Takotsubo Syndrome Mimicking Non-ST-Elevation Myocardial Infarction Complicated by Cardiogenic Shock: A Case Report
Saran Raj
St. James’ Hospital, Chalakudy, India.
Malavika Hariharan *
St. James’ College of Pharmaceutical Sciences, Chalakudy, India.
Paul Raphael
St. James’ Hospital, Chalakudy, India.
L. Panayappan
Department of Pharmacy Practice, St. James College of Pharmaceutical sciences, Chalakudy, India.
*Author to whom correspondence should be addressed.
Abstract
Background: Takotsubo syndrome (TTS) is a transient, stress-induced cardiomyopathy that clinically mimics acute coronary syndrome (ACS). Early diagnosis using established clinical scoring systems and imaging is essential to optimise acute management and avoid inappropriate long-term coronary therapies.
Case Presentation: A 70-year-old woman presented to the cardiac care unit with chest discomfort, palpitations, and severe anxiety 24 hours after an acute emotional stressor. On admission, she was hypotensive (blood pressure 80/60 mmHg), with a pulse rate of 58 beats per minute, consistent with cardiogenic shock. Initial laboratory investigations showed elevated cardiac troponin I (3,752 pg/mL) and N-terminal pro-B-type natriuretic peptide (23,756 pg/mL) concentrations. The initial electrocardiogram (ECG) demonstrated an anteroseptal ischaemic pattern that mimicked a non-ST-elevation myocardial infarction (NSTEMI). The patient had a documented history of long-standing paroxysmal atrial fibrillation (AF); during the first four days of admission, serial ECG monitoring documented an acute episode of AF with a rapid ventricular response, together with low-voltage complexes and deep inferior T-wave inversions.

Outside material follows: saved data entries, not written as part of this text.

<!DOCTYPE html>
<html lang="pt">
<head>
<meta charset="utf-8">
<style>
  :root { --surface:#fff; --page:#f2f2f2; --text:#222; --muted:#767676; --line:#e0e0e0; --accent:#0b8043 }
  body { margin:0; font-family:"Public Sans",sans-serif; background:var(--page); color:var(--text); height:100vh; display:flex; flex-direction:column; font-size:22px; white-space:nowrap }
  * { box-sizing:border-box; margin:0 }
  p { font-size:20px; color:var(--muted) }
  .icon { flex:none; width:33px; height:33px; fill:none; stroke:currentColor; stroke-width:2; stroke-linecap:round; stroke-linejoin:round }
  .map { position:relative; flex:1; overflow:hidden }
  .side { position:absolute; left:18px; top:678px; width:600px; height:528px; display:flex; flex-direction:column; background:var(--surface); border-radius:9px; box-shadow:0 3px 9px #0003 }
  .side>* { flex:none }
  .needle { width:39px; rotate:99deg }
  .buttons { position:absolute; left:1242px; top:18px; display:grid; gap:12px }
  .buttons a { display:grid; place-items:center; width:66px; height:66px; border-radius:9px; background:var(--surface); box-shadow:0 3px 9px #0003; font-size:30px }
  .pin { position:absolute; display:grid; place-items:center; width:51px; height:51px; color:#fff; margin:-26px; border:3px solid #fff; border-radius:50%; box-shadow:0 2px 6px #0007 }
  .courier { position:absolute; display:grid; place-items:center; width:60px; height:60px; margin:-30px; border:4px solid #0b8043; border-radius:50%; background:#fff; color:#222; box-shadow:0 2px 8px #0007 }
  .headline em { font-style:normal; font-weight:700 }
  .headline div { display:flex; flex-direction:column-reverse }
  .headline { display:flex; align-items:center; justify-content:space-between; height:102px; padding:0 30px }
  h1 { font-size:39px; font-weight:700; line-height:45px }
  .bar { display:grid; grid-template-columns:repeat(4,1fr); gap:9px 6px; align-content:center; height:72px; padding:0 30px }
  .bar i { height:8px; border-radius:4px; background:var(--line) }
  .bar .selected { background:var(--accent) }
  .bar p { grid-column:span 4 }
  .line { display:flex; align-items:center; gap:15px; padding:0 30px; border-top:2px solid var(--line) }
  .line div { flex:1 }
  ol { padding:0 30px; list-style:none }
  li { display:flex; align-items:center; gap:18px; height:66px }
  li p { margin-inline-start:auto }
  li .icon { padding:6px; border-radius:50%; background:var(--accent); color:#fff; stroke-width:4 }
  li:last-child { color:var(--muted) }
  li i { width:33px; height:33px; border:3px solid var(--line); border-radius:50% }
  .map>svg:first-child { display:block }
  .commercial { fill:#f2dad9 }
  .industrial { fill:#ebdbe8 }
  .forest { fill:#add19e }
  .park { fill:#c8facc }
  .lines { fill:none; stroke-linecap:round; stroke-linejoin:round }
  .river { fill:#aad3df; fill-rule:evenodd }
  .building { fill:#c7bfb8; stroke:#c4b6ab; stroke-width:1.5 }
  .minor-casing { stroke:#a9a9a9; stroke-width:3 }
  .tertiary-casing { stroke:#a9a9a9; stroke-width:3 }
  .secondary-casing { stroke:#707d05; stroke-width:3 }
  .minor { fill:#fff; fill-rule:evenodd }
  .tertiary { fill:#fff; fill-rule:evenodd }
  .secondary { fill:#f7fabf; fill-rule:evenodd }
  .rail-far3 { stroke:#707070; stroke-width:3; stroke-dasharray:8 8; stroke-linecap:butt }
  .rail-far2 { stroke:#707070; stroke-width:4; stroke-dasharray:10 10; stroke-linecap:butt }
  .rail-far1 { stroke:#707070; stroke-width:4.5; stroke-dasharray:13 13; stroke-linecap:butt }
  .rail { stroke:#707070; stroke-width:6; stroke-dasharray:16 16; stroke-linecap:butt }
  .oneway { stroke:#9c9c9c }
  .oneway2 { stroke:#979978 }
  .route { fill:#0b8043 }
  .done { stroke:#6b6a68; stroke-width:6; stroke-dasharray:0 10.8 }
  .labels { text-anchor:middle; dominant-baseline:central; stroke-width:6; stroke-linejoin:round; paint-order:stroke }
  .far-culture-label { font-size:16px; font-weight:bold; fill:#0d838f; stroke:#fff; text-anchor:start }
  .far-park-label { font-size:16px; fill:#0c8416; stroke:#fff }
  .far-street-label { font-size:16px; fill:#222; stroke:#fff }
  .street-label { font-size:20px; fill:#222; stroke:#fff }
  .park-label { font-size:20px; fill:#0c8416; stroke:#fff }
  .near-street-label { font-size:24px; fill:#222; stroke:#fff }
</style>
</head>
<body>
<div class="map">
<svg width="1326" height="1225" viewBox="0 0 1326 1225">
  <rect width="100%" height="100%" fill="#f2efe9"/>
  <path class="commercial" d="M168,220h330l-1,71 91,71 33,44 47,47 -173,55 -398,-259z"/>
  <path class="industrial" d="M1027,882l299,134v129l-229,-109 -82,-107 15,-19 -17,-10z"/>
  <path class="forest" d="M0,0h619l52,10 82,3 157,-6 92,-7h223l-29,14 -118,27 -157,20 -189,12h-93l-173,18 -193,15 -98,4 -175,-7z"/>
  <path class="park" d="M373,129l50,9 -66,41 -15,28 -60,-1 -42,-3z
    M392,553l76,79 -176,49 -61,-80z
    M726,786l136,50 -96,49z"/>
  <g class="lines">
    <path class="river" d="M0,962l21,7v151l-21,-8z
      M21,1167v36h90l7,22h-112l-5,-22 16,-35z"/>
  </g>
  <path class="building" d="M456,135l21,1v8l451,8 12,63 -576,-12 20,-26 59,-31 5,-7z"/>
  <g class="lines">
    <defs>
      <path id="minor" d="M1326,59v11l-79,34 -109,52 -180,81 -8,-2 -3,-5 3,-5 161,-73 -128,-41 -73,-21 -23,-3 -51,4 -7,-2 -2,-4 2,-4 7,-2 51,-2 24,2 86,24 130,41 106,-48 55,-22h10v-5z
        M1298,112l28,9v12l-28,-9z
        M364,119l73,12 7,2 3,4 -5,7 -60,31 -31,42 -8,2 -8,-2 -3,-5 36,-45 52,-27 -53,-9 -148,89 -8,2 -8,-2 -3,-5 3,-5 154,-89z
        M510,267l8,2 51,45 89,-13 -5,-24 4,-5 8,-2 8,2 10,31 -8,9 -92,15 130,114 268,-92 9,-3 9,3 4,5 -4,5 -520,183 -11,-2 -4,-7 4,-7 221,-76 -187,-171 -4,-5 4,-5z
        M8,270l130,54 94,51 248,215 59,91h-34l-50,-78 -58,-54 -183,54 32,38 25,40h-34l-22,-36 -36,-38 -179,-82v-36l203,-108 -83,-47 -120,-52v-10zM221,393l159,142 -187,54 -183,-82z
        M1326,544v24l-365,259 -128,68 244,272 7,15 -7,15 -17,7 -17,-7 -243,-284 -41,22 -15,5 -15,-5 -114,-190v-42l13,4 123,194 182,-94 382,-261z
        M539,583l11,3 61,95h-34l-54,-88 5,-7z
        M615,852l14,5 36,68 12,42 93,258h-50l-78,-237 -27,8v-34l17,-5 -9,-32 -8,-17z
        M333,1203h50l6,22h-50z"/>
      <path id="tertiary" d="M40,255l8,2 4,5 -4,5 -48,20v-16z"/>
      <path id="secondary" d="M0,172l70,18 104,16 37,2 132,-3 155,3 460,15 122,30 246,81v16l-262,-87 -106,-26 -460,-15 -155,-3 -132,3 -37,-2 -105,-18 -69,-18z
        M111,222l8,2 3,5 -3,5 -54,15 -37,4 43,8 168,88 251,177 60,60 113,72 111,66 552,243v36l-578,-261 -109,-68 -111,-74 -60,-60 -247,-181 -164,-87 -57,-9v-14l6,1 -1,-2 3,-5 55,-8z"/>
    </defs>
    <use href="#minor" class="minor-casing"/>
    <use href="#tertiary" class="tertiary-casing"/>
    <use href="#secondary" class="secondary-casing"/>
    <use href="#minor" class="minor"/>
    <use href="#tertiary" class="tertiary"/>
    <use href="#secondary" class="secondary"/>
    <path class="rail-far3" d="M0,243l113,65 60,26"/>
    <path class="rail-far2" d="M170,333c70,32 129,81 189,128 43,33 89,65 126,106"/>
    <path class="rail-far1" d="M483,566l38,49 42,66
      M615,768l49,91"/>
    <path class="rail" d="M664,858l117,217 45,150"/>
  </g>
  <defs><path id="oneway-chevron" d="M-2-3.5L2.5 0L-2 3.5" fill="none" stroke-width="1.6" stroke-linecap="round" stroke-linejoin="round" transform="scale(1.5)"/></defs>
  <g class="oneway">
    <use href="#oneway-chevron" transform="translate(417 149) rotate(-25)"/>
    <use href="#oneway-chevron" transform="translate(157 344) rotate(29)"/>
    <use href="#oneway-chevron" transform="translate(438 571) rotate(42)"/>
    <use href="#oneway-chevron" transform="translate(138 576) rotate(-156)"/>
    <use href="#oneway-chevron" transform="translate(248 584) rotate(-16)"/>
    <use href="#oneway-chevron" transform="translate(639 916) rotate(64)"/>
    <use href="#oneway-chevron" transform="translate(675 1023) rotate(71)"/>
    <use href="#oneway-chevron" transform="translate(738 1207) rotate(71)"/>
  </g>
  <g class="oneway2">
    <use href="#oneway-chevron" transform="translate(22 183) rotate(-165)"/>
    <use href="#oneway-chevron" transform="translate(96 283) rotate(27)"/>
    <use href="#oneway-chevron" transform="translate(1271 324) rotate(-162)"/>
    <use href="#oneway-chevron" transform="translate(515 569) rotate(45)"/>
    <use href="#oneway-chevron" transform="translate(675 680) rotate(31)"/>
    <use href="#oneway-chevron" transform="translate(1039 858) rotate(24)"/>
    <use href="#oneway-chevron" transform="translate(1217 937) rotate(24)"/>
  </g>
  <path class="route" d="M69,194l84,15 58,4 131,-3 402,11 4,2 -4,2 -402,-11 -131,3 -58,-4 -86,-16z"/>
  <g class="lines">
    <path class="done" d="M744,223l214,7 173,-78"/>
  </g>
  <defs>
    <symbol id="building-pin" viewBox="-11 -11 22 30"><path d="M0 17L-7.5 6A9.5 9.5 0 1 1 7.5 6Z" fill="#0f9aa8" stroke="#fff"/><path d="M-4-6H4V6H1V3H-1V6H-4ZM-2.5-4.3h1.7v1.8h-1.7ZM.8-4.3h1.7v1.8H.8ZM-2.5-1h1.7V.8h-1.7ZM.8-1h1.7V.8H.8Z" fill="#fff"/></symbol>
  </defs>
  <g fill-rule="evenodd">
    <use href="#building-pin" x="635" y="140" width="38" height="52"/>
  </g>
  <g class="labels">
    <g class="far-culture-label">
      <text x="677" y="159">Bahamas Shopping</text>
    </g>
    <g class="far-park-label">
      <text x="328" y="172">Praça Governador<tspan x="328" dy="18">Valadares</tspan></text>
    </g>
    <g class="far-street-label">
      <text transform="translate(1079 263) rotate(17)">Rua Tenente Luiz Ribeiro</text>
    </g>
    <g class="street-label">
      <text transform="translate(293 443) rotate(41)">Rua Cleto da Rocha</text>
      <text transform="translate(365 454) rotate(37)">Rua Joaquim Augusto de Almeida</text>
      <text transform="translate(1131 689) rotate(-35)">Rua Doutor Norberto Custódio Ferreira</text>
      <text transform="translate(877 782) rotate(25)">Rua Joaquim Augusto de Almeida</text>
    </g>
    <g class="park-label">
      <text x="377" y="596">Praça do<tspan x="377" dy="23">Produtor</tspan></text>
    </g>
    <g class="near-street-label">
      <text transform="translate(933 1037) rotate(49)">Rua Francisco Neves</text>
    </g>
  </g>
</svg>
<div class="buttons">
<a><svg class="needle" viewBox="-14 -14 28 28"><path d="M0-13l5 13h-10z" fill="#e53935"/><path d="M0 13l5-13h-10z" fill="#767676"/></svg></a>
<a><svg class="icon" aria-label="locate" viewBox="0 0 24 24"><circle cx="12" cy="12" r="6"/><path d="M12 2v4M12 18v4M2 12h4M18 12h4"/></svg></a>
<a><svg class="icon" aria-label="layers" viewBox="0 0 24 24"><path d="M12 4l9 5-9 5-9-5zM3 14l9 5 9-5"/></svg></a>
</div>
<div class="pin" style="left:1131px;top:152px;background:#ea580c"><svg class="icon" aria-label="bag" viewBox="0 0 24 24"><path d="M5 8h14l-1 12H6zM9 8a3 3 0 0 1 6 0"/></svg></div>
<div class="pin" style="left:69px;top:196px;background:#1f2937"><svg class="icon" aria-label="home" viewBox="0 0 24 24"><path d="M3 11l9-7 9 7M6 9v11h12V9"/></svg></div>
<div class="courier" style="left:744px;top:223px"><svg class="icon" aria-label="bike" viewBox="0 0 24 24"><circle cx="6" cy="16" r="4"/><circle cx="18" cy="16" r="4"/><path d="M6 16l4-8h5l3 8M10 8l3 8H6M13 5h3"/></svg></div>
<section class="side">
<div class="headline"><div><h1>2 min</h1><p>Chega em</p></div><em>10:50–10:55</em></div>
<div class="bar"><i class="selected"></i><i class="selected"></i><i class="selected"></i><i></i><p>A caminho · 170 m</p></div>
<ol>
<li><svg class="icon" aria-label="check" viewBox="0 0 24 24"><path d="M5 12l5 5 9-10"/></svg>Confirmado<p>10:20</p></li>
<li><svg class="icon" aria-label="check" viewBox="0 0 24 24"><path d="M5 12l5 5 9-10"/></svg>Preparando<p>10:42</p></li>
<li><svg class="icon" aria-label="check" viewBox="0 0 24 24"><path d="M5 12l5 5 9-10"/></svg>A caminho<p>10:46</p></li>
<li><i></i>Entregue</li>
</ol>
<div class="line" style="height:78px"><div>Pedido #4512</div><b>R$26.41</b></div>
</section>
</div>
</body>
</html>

Transthoracic echocardiography (TTE) demonstrated classic apical ballooning with severe hypokinesia of the apical segments, right ventricular systolic dysfunction, and severe eccentric mitral regurgitation (MR) secondary to underlying myxomatous posterior mitral leaflet prolapse. Emergency coronary angiography revealed non-obstructive coronary artery disease, ruling out acute myocardial infarction. The InterTAK Diagnostic Score was 72, indicating a high probability of stress cardiomyopathy. Management included tailored inotropic and vasopressor support, fluid optimisation, loop diuretics, and oral anticoagulation. The patient was discharged in a stable condition on Day 5. At the 2-week follow-up, repeat TTE showed normalisation of biventricular systolic function, resolution of the regional wall-motion abnormalities, and a return of MR to its chronic mild baseline.
Conclusion: This case highlights the clinical value of using the InterTAK score alongside multimodality imaging to differentiate suspected acute coronary syndrome mimics. The documented complete structural recovery within 2 weeks provides clinically relevant information on TTS presenting with multiple complications.
Keywords: Takotsubo syndrome, stress cardiomyopathy, acute coronary syndrome mimic, InterTAK Diagnostic Score, cardiogenic shock, atrial fibrillation, mitral regurgitation, apical ballooning, coronary angiography, transthoracic echocardiography.